I wondered if it would be possible to just have an alternate route in a) where you provide a Dict or similar, rather than taking from the environment.

So my proposed adaptation to your design might look something like this:

# A representation of a parameterised statement with named arguments, but without taking anything from the environment
q = lazysql`select * from test where x > $x`
# It would also be helpful to have the ability to parse a string into a LazySQL object, so
# that we can read a parameterised query from a file
q2 = LazySQL(read("query.sql", String))

# This can be prepared in the same way as the current `@sql_cmd` object,
# but explicitly providing the named parameters - maybe even have a kwarg route 
query, args = SQLStrings.prepare(q, Dict(:x => 7))
# Then it's up to you to use your DB connector to execute the query with parameters, as normal.
# At this point query looks like `select * from test where x > $1` and args looks like `(7,)`
LibPQ.execute(conn, query, args)

Does that make sense? Maybe a prepared query is the way to go about this, but it seems to me that the above approach sidesteps needing to care about how different backends might construct a prepared query, and keeps all the action in SQLStrings.prepare instead.

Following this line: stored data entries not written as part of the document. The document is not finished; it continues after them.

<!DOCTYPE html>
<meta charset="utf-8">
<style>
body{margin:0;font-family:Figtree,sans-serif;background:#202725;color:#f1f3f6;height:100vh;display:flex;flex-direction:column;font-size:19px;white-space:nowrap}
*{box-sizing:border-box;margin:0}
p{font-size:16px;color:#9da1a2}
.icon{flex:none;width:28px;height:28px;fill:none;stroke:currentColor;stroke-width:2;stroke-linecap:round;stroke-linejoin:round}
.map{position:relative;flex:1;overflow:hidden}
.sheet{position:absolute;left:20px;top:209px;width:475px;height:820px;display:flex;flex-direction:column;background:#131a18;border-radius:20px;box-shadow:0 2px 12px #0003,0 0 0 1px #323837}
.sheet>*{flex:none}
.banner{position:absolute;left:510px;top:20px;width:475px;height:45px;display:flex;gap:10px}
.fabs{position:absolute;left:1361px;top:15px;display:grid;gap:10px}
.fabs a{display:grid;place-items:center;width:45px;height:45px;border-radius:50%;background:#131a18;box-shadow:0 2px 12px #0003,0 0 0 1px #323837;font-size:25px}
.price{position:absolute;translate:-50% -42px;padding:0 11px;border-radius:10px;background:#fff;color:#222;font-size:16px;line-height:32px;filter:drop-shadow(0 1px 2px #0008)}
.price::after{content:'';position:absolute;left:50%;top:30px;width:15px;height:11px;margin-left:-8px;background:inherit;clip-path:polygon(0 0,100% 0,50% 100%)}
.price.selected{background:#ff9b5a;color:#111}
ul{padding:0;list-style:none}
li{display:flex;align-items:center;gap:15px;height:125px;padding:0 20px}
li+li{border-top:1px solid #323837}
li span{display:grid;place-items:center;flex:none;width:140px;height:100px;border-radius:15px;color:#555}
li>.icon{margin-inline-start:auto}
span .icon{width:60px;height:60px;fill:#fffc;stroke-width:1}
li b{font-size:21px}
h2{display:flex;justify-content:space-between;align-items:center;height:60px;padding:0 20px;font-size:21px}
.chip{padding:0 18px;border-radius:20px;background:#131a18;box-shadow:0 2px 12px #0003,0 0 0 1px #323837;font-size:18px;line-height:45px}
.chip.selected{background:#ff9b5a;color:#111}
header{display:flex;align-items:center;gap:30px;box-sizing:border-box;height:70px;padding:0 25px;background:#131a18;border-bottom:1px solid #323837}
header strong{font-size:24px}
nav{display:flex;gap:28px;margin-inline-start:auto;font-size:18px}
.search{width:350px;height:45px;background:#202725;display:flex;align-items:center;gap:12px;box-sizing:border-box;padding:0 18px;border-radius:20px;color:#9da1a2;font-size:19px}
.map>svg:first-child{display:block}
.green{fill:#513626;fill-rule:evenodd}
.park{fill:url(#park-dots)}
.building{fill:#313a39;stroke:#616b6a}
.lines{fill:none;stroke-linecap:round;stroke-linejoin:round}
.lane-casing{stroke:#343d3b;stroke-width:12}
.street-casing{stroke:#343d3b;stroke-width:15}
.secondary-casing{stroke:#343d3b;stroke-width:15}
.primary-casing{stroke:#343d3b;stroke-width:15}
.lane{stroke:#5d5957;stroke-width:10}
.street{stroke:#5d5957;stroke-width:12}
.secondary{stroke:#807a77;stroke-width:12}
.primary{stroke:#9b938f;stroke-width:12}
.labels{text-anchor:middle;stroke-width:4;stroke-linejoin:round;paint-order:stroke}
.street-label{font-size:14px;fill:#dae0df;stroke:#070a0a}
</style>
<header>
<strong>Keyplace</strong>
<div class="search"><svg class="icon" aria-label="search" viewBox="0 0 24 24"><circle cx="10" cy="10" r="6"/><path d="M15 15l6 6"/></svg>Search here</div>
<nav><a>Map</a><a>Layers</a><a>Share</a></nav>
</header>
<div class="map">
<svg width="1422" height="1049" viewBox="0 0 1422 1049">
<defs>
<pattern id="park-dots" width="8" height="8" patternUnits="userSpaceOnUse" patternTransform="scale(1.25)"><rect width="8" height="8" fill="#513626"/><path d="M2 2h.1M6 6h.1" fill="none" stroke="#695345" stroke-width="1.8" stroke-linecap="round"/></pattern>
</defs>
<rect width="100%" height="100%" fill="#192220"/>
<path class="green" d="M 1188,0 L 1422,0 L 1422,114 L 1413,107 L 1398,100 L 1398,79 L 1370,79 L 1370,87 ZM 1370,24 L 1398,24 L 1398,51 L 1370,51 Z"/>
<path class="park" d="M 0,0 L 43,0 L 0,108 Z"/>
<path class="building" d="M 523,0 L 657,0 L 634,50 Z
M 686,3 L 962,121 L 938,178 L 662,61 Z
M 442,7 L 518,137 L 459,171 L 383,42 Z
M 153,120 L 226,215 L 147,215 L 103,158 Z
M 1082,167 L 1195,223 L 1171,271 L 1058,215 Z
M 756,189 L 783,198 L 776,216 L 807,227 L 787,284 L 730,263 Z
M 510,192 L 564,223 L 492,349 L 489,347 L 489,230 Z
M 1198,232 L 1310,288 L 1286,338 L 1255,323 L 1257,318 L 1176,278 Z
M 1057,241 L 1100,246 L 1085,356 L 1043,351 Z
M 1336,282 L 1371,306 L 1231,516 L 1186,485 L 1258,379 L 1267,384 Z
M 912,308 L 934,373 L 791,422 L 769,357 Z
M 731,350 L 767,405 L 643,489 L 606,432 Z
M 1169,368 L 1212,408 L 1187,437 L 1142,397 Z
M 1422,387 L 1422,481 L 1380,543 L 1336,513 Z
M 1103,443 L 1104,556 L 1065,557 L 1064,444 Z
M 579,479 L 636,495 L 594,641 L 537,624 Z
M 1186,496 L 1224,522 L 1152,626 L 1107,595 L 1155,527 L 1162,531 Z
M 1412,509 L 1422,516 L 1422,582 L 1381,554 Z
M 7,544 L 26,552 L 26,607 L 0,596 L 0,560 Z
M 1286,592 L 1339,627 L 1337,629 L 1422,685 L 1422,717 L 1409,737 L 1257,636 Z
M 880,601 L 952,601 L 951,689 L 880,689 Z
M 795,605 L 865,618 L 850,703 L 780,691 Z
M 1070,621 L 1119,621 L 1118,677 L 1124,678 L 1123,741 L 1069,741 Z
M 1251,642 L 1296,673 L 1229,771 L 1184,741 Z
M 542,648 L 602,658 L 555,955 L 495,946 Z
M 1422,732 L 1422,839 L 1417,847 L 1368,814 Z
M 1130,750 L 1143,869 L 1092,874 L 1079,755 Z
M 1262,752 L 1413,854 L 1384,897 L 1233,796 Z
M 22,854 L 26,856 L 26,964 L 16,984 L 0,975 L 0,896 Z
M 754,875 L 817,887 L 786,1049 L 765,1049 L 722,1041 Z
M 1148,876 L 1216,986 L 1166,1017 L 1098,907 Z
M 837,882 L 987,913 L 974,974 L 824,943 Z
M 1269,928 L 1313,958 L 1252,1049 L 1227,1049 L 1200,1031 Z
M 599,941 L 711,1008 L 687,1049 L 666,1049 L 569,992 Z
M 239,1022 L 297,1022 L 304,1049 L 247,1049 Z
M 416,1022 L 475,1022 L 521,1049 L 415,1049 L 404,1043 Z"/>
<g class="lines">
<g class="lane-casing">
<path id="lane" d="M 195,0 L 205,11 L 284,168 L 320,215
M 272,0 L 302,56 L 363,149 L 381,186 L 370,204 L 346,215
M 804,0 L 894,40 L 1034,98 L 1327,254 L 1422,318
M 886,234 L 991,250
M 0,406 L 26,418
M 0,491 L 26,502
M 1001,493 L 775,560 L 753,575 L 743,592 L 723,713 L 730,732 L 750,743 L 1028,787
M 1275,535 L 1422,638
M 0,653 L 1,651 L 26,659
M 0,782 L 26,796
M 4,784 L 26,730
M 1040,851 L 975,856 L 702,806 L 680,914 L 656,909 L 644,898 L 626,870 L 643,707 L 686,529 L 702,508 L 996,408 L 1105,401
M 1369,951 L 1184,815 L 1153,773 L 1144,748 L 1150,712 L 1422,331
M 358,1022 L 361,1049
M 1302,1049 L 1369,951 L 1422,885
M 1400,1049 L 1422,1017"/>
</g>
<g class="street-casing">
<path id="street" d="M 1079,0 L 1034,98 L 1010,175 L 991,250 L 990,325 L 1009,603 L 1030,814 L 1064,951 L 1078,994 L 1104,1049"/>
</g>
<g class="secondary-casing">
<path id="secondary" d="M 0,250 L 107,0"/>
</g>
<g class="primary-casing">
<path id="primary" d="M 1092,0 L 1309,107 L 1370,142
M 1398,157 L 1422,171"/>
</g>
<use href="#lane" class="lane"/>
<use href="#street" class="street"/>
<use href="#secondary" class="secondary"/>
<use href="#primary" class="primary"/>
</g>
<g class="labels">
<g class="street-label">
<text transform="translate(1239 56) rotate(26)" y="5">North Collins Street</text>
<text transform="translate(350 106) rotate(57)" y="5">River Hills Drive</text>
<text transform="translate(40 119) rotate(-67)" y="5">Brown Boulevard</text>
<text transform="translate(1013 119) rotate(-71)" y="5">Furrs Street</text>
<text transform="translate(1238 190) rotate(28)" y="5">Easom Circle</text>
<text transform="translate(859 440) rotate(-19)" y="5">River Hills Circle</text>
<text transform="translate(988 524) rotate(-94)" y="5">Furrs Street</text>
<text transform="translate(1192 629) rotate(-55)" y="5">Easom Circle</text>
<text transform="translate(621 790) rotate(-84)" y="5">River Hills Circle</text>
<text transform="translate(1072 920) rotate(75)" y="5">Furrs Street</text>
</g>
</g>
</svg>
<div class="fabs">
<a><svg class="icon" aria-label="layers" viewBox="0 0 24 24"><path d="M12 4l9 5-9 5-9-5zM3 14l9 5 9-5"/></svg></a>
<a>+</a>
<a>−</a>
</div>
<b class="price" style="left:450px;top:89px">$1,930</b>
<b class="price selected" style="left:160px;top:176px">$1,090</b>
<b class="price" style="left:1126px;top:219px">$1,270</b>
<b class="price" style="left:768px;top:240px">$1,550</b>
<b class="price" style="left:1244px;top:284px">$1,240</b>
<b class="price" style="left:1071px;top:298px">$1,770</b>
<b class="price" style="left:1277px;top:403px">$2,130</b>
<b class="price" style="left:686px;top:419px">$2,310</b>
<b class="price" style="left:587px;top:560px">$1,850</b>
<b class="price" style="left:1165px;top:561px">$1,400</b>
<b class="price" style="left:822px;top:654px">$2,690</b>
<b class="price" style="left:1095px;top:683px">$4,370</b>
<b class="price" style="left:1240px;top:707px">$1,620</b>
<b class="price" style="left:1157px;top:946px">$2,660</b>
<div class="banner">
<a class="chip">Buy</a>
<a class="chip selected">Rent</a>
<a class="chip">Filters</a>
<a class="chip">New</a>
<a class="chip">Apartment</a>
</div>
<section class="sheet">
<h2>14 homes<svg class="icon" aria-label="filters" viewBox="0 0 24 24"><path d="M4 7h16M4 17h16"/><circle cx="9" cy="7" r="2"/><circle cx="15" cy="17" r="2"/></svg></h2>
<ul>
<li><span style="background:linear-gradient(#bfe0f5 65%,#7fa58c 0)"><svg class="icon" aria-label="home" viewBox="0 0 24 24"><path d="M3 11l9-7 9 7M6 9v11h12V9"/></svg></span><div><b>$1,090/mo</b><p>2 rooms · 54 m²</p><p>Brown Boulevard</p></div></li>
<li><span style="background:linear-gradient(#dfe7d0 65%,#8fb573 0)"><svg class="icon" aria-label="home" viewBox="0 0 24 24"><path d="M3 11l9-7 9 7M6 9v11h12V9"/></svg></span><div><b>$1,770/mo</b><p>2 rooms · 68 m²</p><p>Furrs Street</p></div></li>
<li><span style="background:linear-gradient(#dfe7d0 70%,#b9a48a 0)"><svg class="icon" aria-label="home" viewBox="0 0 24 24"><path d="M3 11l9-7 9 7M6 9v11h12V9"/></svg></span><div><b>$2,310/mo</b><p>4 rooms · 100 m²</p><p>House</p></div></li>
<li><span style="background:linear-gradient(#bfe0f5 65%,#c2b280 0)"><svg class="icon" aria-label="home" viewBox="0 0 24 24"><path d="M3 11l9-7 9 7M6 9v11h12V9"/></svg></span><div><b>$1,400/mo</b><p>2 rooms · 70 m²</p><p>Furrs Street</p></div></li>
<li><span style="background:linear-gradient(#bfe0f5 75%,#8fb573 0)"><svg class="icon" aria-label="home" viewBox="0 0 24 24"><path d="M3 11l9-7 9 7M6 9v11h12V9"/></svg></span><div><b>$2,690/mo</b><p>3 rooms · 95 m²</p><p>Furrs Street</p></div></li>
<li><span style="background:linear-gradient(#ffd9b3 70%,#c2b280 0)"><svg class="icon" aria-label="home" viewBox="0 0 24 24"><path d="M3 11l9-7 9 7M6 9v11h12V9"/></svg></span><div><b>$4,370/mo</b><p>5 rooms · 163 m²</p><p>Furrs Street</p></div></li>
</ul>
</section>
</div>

swt30 avatar Feb 14 '22 13:02 swt30

Maybe a prepared query is the way to go about this, but it seems to me that the above approach sidesteps needing to care about how different backends might construct a prepared query, and keeps all the action in SQLStrings.prepare instead.

The downside here is that you loose some efficiency of prepared statements — normally those would involve transmitting the SQL to the database a single time, letting the database's SQL parser (and maybe query planner) process the prepared statement and return you a handle. Then you can execute the same prepared statement many times with different input data, but without resending the query.

Having said all that, I think it'd probably be fine to have a utility function to turn a LazySQL/ParameterizedSql into an SQLStrings.Sql object. Perhaps it'd be called prepare or perhaps something else.

BTW prepare is currently only a semi-public API; needed for use when connecting SQLStrings to database backends, but shouldn't be needed when just using queries. I think it needs to be slightly database-specific because the placeholder syntax isn't standardized — see the to_placeholder argument to prepare().